Issue 1: The Loneliness of seeing things clearly

Welcome

Dear Collective,

Before we start a movement, I'd like to express my sincere gratitude to you all for being the founding members of this community. In a world that is at its breaking point, you decided to show up because you believe that it can be saved. And you know, that no one of us can do that alone.

If you found this collective, it means that you know what it is to understand the world in ways people are just waking up to. You know what it means to be isolated from your friends and family because you never really fit in. You know what it means to not belong anywhere. You’re too spiritual for the woke world, and too woke for the spiritual world. And living in the in-between is isolating you; it’s making you doubt yourself and your vision.

That's who I'm building this for—you. Because you know what it means to truly walk alone and think that you're going to stay in that place of isolation forever. But I'm here to tell you, that you don't have to walk alone anymore. You don't have to build alone anymore. You don't have to create in isolation anymore.

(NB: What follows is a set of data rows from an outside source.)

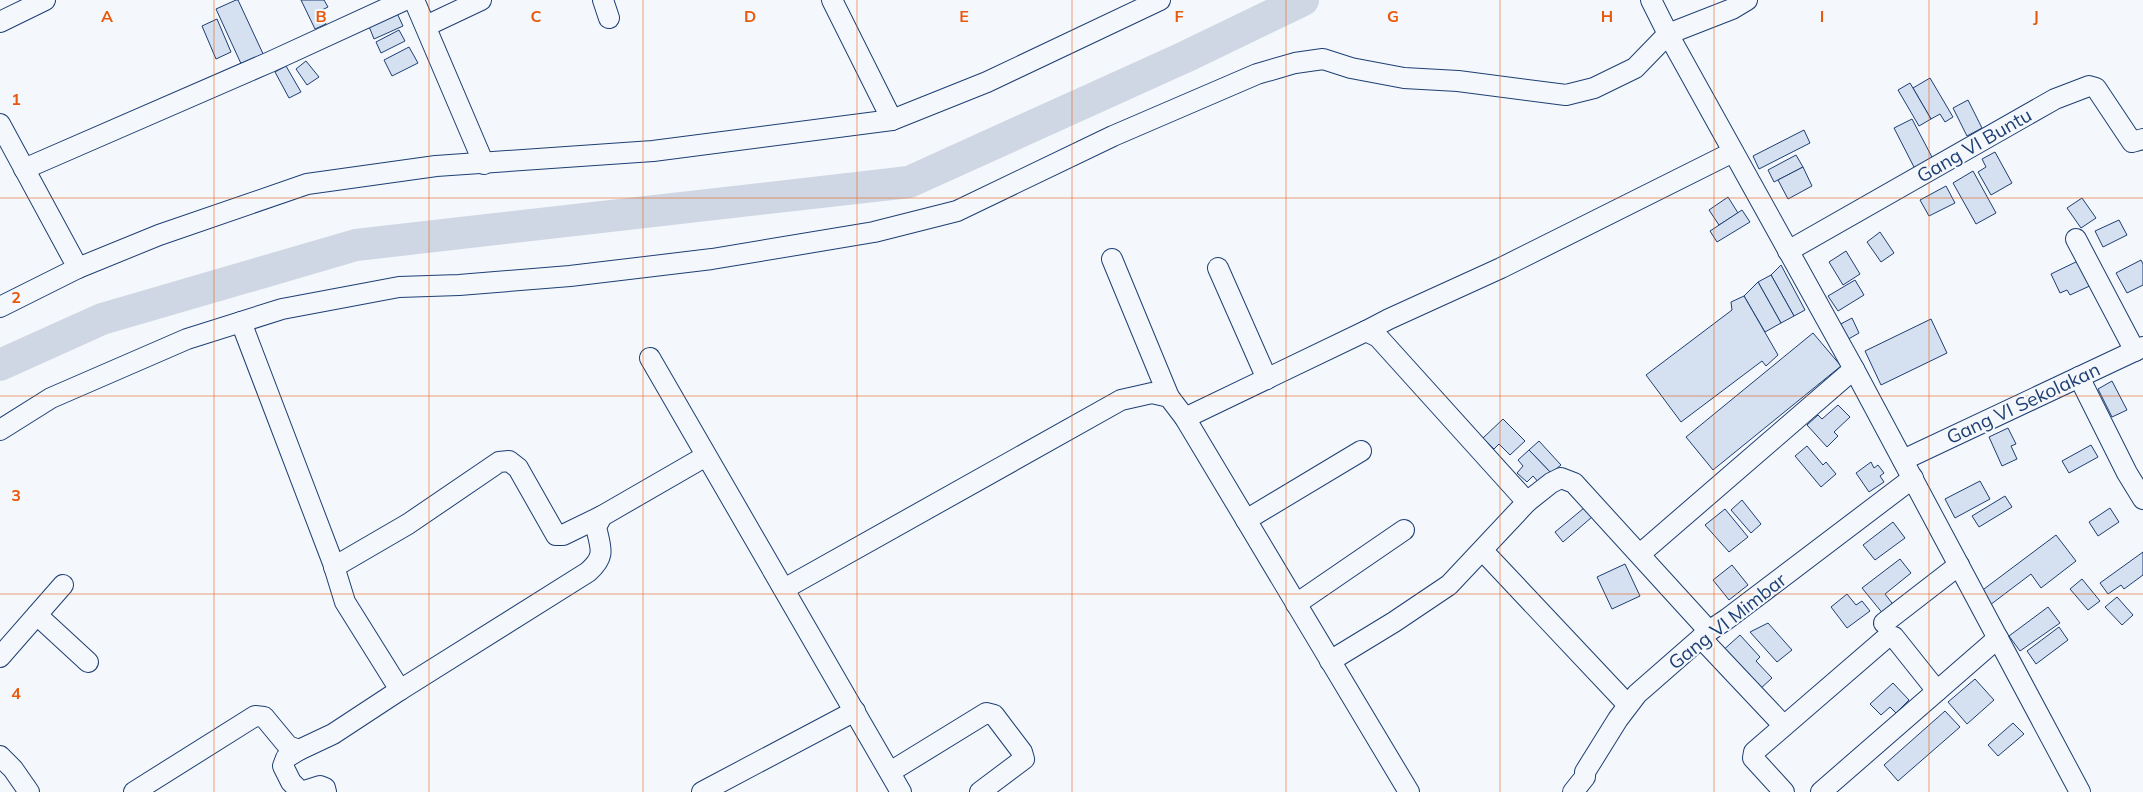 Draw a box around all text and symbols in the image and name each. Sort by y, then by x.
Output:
text: A [101,6,113,26]
text: B [315,6,327,26]
text: C [531,6,542,26]
text: D [744,6,756,26]
text: E [959,6,969,26]
text: F [1174,6,1184,26]
text: G [1387,6,1399,26]
text: H [1601,6,1613,26]
text: I [1820,6,1824,26]
text: J [2033,6,2039,26]
text: 1 [11,89,21,109]
street label: Gang VI Buntu [1912,102,2036,188]
text: 2 [11,287,21,307]
street label: Gang VI Sekolakan [1942,357,2104,449]
text: 3 [11,485,21,505]
street label: Gang VI Mimbar [1663,567,1791,675]
text: 4 [11,683,21,703]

You’re part of a collective now; it’s up to us to hold each other accountable for making the world a better place.

But what does that mean, practically? As a founding member of this community, the first 100 subscribers will get:

  • Named permanently on the website as a founding member of the collective

  • To decide on the weekly theme

  • Private access to a Slack channel with your fellow founding members and me. This is where you'll get to help me build The Wide Awake Collective in your vision (stay tuned)

  • A first look at the next phase of the vision of The Wide Awake Collective—it’s already in the works

This is the start of something completely new, and you're, once again, ahead of the curve. But you and I both know that can be lonely. Which is what inspired this week's theme--the loneliness of seeing things clearly. This is where it begins. Wide Awake, Now What?

There were no submissions this week from the collective aside from myself. If you’d like to submit for next week’s topic, keep reading for the theme and link to submit.


Collective’s Submissions

Dissonance

by Bethany Rose Morris

When I was about 14-years-old, I met a former mobster turned follower of Jesus Christ at my town’s local megachurch. In Odessa, Texas, the opening of a chain restaurant causes cars to line up around the block. So you can imagine the ruckus that redeemed ex-mafioso Michael Franzese caused in the dusty gravel parking lot. I went with a couple of my middle school friends, and I remember the feeling of dissociating, though I didn’t have the vocabulary for it then.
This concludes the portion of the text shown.